Con la circolare n. 34/E del 2012 l’Agenzia, superando i precedenti orientamenti e muovendo dalle sole disposizioni previste dall’art. 30, del D.P.R. n. 633/72, precisa che in caso di omessa dichiarazione il contribuente in presenza di un credito IVA non può:

  • portarlo in detrazione nella dichiarazione dell’anno successivo;

  • chiederlo a rimborso nelle ipotesi regolate dallo stesso articolo 30 del D.P.R. n. 633/72.

 Non trova pertanto applicazione, in caso di omessa presentazione della dichiarazione, quanto stabilito dall’art. 30, D.P.R. n. 633/1972, secondo cui se dalla dichiarazione annuale risulta una eccedenza di IVA detraibile “il contribuente ha diritto di computare l’importo dell’eccedenza in detrazione nell’anno successivo, ovvero di chiedere il rimborso nelle ipotesi di cui ai commi successivi e comunque in caso di cessazione di attività“.

L’analisi della Cassazione: la prova è data anche dal bilancio di esercizio

Per la società ricorrente in Cassazione, la sentenza della CTR non è corretta in quanto i giudici del merito di secondo grado non hanno considerato che il diritto relativo al credito d’imposta doveva ritenersi acquisito, essendo stato riportato nella dichiarazione dei redditi dell’anno d’imposta, ancorché pervenuta all’Agenzia con un ritardo di circa quattro anni.

Per la Corte di Cassazione il motivo è infondato.

I giudici di legittimità ricordano che, com’è noto, incombe sul contri­buente, il quale invochi il riconoscimento di un credito d’impo­sta, l’onere di provare i fatti costitutivi dell’esistenza del me­desimo, e a tal fine, non è sufficiente l’esposizione della pre­tesa nella dichiarazione, poiché il credito fiscale non nasce da questa, ma dal meccanismo fisiologico di applicazione del tributo. Pertanto era la società che avrebbe dovuto fornire la prova dell’esi­stenza dello stesso mediante esibizione quanto meno del bilancio di esercizio, non essendo sufficiente la mera indicazione del cre­dito nella dichiarazione.

Del resto a maggior ragione alcun credito poteva essere riconosciuto, nel caso in esame, per la manca­ta presentazione della dichiarazione del reddito per l’anno d’imposta in argomento, e cioè il 2002.

Infatti il contribuente perde il diritto alle detrazioni non computate per gli anni di competenza. In caso di mancata presentazione della dichia­razione annuale viene a perdersi definitivamente il diritto di av­valersi delle eccedenze maturate a credito per quell’anno, portan­dole in detrazione negli anni successivi, dal momento che l’omessa dichiarazione vale, a maggior ragione , come mancato computo.

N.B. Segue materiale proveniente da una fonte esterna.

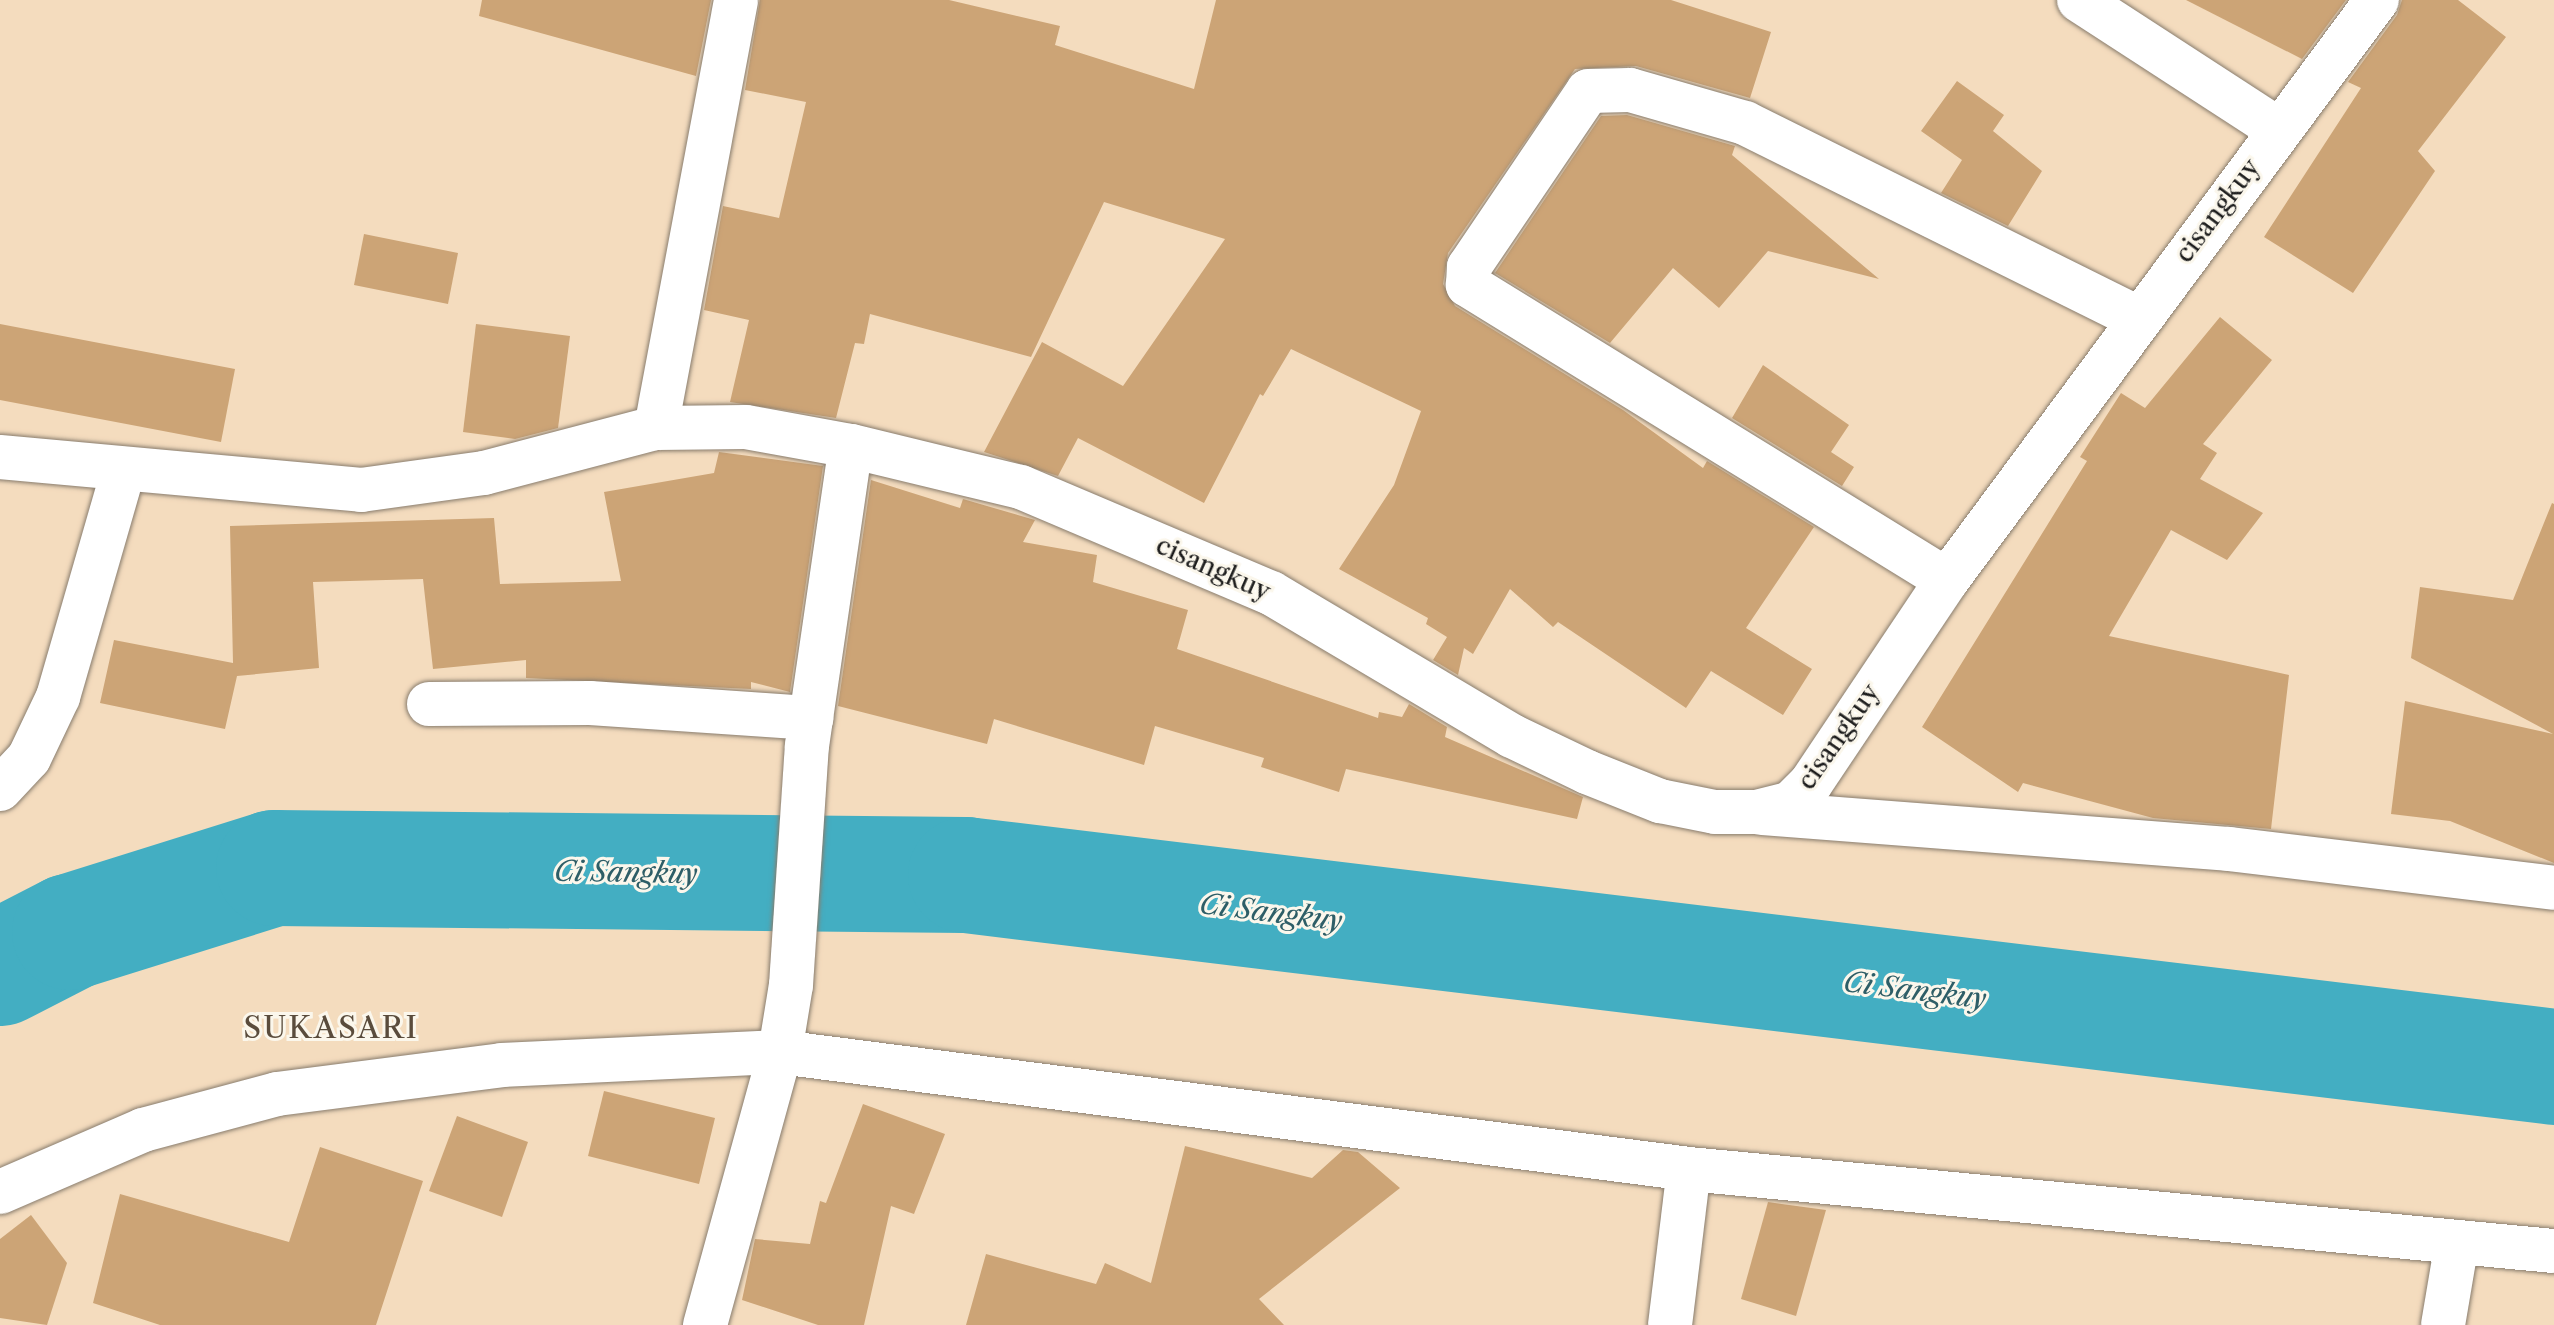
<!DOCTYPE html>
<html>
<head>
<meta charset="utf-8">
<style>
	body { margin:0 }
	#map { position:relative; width:2554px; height:1325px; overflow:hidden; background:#f4dcbe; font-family:"Libre Caslon Text",serif }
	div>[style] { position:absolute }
	.river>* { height:116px; margin:-58px; padding:0 58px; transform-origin:58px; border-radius:58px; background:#43aec2 }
	.building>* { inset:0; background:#cca476 }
	.roads { filter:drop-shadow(0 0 2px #887c6d) drop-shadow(0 0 2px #887c6d) }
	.minor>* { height:44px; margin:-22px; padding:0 22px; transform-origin:22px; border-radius:22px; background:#fff }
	span { translate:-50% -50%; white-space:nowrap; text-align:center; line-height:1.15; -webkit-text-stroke:6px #fbf7ec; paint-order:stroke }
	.street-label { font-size:26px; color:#1c1c1c }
	.water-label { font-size:28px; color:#2e5e67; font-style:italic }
	.quarter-label { font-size:30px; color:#5a4c3c; letter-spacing:2px }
</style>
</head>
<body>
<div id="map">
	<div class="river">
		<i style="left:0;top:968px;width:79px;rotate:-27.2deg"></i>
		<i style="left:70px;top:932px;width:214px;rotate:-17.4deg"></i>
		<i style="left:274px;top:868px;width:692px;rotate:0.58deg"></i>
		<i style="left:966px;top:875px;width:1600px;rotate:6.89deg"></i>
	</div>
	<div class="building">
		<i style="clip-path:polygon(482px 0,711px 0,696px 76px,479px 16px)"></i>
		<i style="clip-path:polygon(760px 0,949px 0,1060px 26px,1055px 45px,1194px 89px,1216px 0,1671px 0,1771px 32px,1750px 98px,1636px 66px,1575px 69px,1448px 253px,1443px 284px,1455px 306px,1623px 410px,1703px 468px,1707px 461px,1814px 527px,1746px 628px,1812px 669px,1783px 715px,1711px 671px,1686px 708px,1558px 622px,1553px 627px,1510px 589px,1473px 654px,1464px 648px,1458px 675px,1433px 660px,1447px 637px,1426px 624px,1428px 618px,1339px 569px,1394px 485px,1421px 411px,1291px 349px,1263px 396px,1260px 394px,1204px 503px,1078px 438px,1058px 476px,984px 452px,1042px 342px,1123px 386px,1225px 239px,1104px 202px,1031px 357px,870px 314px,864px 344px,855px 343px,836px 418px,730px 402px,749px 320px,704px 310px,723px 206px,779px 218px,806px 102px,745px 90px)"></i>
		<i style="clip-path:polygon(2186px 0,2346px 0,2302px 59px)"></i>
		<i style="clip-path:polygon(2402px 0,2458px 0,2506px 37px,2418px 151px,2435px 171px,2353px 293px,2264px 237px,2361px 88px,2348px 82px,2397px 15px)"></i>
		<i style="clip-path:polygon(1957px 81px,2004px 115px,1993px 131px,2042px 171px,2008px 226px,1941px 193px,1962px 160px,1921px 131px)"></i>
		<i style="clip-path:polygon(1627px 115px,1735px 146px,1732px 155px,1879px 279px,1768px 251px,1719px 308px,1673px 268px,1610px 343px,1495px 273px,1601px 116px)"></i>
		<i style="clip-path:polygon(364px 234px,458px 253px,448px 304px,354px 285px)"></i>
		<i style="clip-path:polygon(2220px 317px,2272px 360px,2203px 444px,2217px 453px,2200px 479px,2263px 513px,2227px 560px,2171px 530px,2109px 636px,2289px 675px,2271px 829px,2153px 818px,2023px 783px,2018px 792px,1922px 727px,2087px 461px,2080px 457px,2121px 393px,2145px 408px)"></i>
		<i style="clip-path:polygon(0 324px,235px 369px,221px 442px,0 400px)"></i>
		<i style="clip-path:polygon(476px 324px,570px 336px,558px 428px,515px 439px,463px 432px)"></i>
		<i style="clip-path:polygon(1763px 365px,1849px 425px,1831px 452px,1854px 467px,1842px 486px,1732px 418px)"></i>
		<i style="clip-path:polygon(719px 452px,823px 466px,790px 692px,751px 682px,751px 689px,526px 678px,526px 660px,433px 669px,423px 579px,313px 582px,319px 668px,237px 676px,225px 729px,100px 703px,114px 640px,233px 663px,230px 526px,494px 518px,500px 584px,621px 581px,604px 492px,714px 473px)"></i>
		<i style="clip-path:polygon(871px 480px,960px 508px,963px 499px,1035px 520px,1023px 542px,1097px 555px,1093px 582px,1188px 610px,1177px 649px,1378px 718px,1379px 712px,1402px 717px,1409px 704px,1447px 727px,1445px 737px,1583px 797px,1577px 819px,1346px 769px,1339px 792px,1261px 767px,1264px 758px,1155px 726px,1144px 765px,994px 719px,987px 744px,838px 706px)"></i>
		<i style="clip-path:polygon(2552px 503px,2554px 504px,2554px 863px,2450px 821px,2391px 814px,2405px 701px,2553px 734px,2411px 658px,2420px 587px,2513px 600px)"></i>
		<i style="clip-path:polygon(604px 1091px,715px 1118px,699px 1184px,588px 1156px)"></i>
		<i style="clip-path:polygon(863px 1104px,945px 1134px,914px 1214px,891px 1206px,864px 1325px,818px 1325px,742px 1300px,755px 1239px,810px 1244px,820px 1201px,826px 1203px)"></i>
		<i style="clip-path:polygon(457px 1116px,528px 1142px,502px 1217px,429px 1191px)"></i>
		<i style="clip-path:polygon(1185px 1146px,1312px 1178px,1343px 1150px,1358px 1152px,1400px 1188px,1259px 1299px,1284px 1325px,966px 1325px,986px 1254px,1096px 1284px,1105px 1263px,1151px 1283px)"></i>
		<i style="clip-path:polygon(320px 1147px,423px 1181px,376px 1325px,160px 1325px,93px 1303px,120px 1194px,289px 1242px)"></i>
		<i style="clip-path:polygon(1768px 1202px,1826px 1210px,1796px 1316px,1741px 1299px)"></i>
		<i style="clip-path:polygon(31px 1215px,67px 1263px,47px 1325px,0 1318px,0 1239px)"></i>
	</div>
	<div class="roads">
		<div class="minor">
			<i style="left:2079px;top:0;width:239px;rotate:33deg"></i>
			<i style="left:656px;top:428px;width:435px;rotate:-79.4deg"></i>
			<i style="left:0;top:457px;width:363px;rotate:5.2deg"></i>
			<i style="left:361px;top:490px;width:124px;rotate:-7.9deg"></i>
			<i style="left:484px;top:473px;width:178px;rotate:-14.7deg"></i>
			<i style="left:656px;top:428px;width:90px;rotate:-0.6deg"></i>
			<i style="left:746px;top:427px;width:107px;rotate:10.3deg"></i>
			<i style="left:851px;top:446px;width:175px;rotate:13.6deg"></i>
			<i style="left:1021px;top:487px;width:272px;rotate:23deg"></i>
			<i style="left:1271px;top:593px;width:280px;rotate:30.7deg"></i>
			<i style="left:1512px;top:736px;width:83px;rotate:25.6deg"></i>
			<i style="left:1587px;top:772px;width:79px;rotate:21.7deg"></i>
			<i style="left:1660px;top:801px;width:56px;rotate:11.3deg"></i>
			<i style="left:1715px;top:812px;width:41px"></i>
			<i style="left:1756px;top:812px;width:36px;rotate:-14deg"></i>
			<i style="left:1791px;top:803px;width:28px;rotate:-45deg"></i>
			<i style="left:1811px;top:783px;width:244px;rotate:-56.2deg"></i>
			<i style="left:1947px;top:580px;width:722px;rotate:-53.45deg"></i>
			<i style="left:1947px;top:580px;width:563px;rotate:-148.37deg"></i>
			<i style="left:1468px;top:285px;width:18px;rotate:-87deg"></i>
			<i style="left:1469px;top:267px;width:212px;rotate:-55.9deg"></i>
			<i style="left:1588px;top:91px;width:42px;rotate:-1.4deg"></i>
			<i style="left:1630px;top:90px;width:120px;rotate:16deg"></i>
			<i style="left:1745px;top:123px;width:439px;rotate:26.4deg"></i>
			<i style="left:429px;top:704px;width:161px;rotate:-0.4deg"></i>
			<i style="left:590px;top:703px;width:222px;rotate:3.9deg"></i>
			<i style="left:0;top:789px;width:42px;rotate:-46.9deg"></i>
			<i style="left:29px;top:758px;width:68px;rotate:-64.6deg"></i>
			<i style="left:58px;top:697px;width:237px;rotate:-73.9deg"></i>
			<i style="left:1762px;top:813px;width:468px;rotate:4.4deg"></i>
			<i style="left:2229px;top:849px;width:327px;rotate:6.8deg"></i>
			<i style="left:0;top:1192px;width:156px;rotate:-23.4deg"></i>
			<i style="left:143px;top:1130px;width:139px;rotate:-15deg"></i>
			<i style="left:277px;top:1094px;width:227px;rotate:-7.3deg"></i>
			<i style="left:502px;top:1065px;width:278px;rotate:-2.7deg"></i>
			<i style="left:780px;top:1052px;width:916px;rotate:7.33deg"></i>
			<i style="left:1689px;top:1169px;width:869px;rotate:5.42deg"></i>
			<i style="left:705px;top:1325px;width:283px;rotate:-74.6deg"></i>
			<i style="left:780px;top:1052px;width:68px;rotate:-80.7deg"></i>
			<i style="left:791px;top:985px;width:240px;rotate:-86.2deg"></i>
			<i style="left:807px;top:746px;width:303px;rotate:-81.7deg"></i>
			<i style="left:1670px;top:1325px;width:157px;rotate:-83.1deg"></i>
			<i style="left:2443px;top:1325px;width:84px;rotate:-80.4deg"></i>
		</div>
	</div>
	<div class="street-label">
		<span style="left:2218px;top:211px;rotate:-53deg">cisangkuy</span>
		<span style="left:1213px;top:569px;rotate:24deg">cisangkuy</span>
		<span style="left:1839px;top:737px;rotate:-55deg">cisangkuy</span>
	</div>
	<div class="water-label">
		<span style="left:626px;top:872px;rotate:1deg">Ci Sangkuy</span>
		<span style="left:1271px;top:912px;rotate:7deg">Ci Sangkuy</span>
		<span style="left:1915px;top:990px;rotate:7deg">Ci Sangkuy</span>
	</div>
	<div class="quarter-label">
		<span style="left:331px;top:1028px">SUKASARI</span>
	</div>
</div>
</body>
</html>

Per i giudici di legittimità, inoltre, non ha nessuna efficacia sanante della omessa presentazione l’eventuale pagamento dell’oblazione ai sensi dell’art. 58, c. 4, del DPR 633/1972 , poiché tale norma consente al contribuente, con il pagamento entro certi termini del sesto del massimo della pena prescritta per la detta violazione, esclusivamente di evitare 1’irrogazione della sanzione, e non an­che la salvezza di quelli che sarebbero stati gli effetti della dichiarazione poi non presentata, tra i quali appunto la possibi­lità di portare successivamente in detrazione crediti d’imposta non computati, come nella specie .

Per la Corte di Cassazione il ricorso va respinto, con condanna della società al pagamento delle spese processuali.